Rather than trying to control others, which never works in the long run, learn how you can influence others.
Example is not the main thing in influencing others. It is the only thing ~ Albert Schweitzer
Inner Bonding teaches that we have no control over others’ intent, choices, and how they feel about us. However, while we have no control, we can influence others. Our own loving or unloving behavior can have a huge influence on others.
Think back in your life to the people who most influenced you.
- Who influenced you regarding your controlling and addictive behavior?
- Who influenced you regarding your loving, personally powerful behavior?
The problem for many of us is that we have far too many role models showing unloving behavior toward ourselves and others, and far too few role models displaying loving behavior. This is why it is so important to be able to turn to your guidance for what’s loving to you and to others.
Influencing Through Love
Today, you can become a role model of loving behavior and have a huge influence on those around you – your partner, friends, parents, children, and co-workers.
Of course, the challenge is to become what you want from others. The old saying “Do as I say, not as I do,” holds no power with most people today, especially with your children.
For example, if you want more intimacy and connection with your partner, which do you believe will influence your partner the most?
- Complaining, getting angry, blaming, withdrawing, pulling with niceness, giving yourself up, talking things out, and so on
- Making yourself happy, being genuinely warm and caring, taking responsibility for your own feelings, taking loving action on your own behalf
Don’t Forget – We Are Talking About INFLUENCING, Not CONTROLLING!
If your partner is very stuck in his or her ego-wounded self, just wanting to control, then there may be no way to even influence. But you have a far better chance of creating intimacy and connection when you are operating from your loving adult than when your ego-wounded self is in charge.

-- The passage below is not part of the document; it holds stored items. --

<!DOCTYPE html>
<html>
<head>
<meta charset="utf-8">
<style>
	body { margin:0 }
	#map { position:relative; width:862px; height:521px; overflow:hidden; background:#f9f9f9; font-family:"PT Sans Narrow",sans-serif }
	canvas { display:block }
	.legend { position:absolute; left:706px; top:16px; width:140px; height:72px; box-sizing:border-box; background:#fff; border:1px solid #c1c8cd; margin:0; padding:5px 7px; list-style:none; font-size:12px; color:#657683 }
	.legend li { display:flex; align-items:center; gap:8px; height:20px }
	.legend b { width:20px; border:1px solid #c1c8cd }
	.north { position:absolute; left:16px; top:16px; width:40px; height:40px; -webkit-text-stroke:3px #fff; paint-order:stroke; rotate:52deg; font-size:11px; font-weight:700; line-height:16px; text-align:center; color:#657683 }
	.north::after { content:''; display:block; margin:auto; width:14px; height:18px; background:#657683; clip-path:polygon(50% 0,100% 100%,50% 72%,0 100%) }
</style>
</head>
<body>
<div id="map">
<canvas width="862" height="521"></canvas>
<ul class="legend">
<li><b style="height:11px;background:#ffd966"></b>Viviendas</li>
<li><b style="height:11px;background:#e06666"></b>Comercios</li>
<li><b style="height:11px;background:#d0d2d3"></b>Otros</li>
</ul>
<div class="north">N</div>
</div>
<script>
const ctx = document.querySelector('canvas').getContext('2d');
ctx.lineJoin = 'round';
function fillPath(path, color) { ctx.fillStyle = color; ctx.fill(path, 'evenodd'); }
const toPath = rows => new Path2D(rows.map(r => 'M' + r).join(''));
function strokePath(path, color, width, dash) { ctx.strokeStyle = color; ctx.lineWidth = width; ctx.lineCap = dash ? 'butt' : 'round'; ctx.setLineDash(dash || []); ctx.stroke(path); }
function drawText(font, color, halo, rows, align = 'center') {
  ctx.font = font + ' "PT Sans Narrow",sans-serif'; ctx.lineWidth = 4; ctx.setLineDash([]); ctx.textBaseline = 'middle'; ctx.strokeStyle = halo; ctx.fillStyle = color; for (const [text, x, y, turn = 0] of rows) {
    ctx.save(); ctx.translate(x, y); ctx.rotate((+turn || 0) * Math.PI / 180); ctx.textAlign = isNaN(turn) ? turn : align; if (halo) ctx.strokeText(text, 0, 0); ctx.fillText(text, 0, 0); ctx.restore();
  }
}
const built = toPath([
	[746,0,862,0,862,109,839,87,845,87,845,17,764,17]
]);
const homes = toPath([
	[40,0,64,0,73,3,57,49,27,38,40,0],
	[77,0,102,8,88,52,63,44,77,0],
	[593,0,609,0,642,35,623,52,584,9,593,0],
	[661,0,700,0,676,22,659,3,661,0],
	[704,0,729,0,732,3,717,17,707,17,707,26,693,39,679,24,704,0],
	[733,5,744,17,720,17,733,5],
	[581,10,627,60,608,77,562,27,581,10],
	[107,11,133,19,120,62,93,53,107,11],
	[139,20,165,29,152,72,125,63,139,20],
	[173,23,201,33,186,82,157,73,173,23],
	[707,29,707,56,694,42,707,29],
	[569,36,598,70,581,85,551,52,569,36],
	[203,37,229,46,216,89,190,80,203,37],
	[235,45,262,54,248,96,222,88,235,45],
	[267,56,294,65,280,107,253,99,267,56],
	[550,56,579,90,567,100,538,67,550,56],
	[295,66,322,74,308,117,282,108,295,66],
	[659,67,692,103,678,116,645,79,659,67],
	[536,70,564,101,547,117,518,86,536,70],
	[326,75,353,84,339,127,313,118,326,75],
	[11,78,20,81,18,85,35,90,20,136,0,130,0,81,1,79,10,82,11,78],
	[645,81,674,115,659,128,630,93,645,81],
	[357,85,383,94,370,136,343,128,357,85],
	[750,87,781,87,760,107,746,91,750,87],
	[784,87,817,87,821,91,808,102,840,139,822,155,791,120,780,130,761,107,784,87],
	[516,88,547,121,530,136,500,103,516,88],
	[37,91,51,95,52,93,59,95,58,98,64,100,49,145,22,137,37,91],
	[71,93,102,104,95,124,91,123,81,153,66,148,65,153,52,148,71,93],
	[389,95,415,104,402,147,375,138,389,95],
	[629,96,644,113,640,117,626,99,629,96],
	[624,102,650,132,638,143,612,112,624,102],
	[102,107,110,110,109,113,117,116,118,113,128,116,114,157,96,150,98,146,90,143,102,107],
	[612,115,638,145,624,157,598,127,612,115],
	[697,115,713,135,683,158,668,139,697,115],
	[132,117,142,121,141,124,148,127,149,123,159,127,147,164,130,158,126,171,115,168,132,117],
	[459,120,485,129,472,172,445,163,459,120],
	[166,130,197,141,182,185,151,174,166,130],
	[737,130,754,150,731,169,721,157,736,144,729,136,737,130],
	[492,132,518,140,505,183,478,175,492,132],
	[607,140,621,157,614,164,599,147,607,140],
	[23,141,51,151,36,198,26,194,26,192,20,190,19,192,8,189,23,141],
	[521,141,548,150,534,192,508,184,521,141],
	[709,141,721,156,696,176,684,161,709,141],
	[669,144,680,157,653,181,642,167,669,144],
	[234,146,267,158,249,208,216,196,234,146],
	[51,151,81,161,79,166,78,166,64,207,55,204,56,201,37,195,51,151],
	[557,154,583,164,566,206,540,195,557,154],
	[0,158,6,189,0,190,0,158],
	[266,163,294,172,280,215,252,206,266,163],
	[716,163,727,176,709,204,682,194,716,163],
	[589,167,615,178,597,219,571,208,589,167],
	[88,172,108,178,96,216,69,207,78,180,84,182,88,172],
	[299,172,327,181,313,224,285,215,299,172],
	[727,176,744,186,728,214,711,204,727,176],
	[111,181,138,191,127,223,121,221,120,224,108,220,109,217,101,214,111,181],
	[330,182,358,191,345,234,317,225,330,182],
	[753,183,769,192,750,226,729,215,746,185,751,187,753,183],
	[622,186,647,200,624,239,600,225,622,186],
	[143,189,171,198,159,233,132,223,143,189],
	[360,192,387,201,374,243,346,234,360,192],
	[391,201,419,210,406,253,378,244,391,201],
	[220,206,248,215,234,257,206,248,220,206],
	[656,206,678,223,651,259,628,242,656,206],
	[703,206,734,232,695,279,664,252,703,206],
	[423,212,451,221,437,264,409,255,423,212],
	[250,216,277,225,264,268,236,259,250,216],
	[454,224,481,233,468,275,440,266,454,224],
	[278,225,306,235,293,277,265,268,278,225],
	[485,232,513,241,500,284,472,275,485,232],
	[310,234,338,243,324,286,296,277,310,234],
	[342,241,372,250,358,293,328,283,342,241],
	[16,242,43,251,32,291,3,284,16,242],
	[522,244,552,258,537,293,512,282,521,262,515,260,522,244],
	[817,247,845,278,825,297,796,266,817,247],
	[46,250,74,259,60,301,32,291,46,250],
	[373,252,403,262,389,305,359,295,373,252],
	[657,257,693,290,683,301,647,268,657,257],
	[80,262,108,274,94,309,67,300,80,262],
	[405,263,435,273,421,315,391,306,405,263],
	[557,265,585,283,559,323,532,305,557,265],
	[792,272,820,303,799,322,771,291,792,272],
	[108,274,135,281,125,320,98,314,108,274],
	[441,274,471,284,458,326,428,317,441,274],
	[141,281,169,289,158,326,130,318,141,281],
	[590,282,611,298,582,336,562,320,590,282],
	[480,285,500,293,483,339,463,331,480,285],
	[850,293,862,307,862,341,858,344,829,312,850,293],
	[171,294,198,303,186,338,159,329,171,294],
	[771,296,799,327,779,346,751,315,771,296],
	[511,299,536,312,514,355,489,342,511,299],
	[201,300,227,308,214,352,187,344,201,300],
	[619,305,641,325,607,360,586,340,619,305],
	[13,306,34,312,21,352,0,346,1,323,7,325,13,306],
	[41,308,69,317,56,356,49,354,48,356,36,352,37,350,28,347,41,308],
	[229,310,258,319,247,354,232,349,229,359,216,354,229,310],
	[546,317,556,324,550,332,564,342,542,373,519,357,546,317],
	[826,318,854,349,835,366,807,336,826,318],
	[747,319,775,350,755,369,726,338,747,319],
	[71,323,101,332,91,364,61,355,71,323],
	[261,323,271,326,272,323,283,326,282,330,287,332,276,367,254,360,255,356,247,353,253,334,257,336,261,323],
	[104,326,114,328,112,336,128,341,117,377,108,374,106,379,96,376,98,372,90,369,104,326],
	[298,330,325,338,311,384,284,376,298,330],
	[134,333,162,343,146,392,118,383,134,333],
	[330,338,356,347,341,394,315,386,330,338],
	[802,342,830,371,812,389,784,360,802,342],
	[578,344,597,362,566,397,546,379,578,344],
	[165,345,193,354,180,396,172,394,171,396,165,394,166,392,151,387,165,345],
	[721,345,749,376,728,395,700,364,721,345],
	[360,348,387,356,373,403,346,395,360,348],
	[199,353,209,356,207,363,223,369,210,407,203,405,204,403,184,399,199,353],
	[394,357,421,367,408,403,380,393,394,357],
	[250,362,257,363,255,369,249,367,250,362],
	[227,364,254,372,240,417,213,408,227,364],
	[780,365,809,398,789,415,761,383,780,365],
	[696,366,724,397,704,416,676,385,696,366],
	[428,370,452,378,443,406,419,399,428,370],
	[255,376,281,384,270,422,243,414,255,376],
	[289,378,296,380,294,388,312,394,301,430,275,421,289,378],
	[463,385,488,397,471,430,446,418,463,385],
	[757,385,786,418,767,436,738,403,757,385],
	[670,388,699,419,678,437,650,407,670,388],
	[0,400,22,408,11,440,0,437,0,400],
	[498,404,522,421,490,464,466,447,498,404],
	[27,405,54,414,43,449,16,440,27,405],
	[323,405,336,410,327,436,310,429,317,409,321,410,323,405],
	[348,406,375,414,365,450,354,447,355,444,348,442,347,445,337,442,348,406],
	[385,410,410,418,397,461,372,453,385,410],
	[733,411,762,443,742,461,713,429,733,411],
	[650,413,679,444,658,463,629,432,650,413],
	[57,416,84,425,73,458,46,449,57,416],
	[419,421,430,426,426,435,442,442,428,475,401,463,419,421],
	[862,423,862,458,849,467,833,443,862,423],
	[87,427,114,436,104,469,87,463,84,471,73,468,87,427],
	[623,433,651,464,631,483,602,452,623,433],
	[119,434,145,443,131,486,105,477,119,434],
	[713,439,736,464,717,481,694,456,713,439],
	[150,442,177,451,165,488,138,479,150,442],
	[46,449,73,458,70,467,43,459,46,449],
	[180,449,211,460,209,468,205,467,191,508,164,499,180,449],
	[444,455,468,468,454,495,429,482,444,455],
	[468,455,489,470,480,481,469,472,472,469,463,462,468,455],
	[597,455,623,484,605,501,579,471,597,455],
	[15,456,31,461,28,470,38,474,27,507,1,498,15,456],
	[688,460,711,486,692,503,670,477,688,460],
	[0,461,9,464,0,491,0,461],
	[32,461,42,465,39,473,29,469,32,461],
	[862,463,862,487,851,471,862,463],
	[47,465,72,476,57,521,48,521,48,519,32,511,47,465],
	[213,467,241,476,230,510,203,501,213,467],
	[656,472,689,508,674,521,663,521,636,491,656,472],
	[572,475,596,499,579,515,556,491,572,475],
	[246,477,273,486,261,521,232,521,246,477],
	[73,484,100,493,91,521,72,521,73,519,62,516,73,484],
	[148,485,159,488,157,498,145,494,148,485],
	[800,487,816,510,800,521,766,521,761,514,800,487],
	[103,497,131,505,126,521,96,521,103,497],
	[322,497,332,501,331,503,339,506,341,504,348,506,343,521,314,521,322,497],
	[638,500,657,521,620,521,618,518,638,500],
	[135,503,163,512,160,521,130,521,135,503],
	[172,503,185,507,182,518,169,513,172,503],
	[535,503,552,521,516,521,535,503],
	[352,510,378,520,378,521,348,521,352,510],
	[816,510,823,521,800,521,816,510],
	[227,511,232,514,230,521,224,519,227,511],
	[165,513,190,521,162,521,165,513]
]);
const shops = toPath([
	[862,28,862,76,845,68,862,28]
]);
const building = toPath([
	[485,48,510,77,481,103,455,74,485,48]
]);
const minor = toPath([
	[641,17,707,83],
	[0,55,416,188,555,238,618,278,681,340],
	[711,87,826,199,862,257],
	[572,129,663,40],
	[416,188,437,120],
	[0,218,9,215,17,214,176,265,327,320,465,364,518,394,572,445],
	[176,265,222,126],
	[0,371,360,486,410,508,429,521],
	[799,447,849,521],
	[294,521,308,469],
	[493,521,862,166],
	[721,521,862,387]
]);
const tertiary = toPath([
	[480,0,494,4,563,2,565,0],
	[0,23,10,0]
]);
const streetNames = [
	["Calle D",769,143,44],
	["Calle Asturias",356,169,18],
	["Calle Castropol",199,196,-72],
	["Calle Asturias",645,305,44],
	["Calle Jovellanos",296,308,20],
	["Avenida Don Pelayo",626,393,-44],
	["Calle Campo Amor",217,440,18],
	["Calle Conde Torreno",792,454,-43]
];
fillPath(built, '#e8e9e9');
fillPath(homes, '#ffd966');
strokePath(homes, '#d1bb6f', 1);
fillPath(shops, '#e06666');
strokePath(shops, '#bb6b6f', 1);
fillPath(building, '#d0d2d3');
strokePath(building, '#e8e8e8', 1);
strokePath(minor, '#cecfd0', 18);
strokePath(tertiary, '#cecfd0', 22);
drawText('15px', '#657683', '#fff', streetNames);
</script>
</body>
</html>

Parents have a huge influence on their children. Your angry, blaming, withdrawn, caretaking and other addictive behavior, influences them to be like you, while your warm, affectionate, caring, personally-responsible behavior also influences them to be like you. However, it still doesn’t give you control. You can be a wonderful loving parent, yet your children might be being influenced by peers and teachers.
For example, I read an interesting statement by Dr. William Glasser, psychiatrist and author of many books, including Reality Therapy, Schools Without Failure:
Contrary to what I’d been taught about delinquency before I went there (to work in a juvenile prison with girls ages 15-20), the girls told me over and over that it was not their home life that led them into trouble, it was what happened in school. ~ William Glasser, M.D. from the Foreword in “The Call to Brilliance” by Resa Steindel Brown
So while you can influence your children, school also influences them, which is one reason why so many parents today are home schooling.
What Example Do You Want To Set For Family, Friends And Co-Workers?
One of the wonderful things to consider is that we all have free will, which means that each moment we get to choose anew who we want to be in this moment. Rather than being on autopilot and automatically acting and reacting from your wounded self, why not think about the example you want to set for those around you? Just imagine what changes you could bring about in your relationships with others by being an example of compassion, kindness, honesty, reliability, perseverance, courage, personal responsibility for your own feelings, non-reactivity, and a loving action for yourself and others.
Our planet desperately needs people to role-model these qualities. You can become this role model by diligently practicing Inner Bonding and moving yourself more and more toward personal responsibility and personal power.
Great advice. It is important to lead by example to influence the behaviour of those around you rather than telling them how they should act. We need to look at our own behaviour before we tell others how to behave.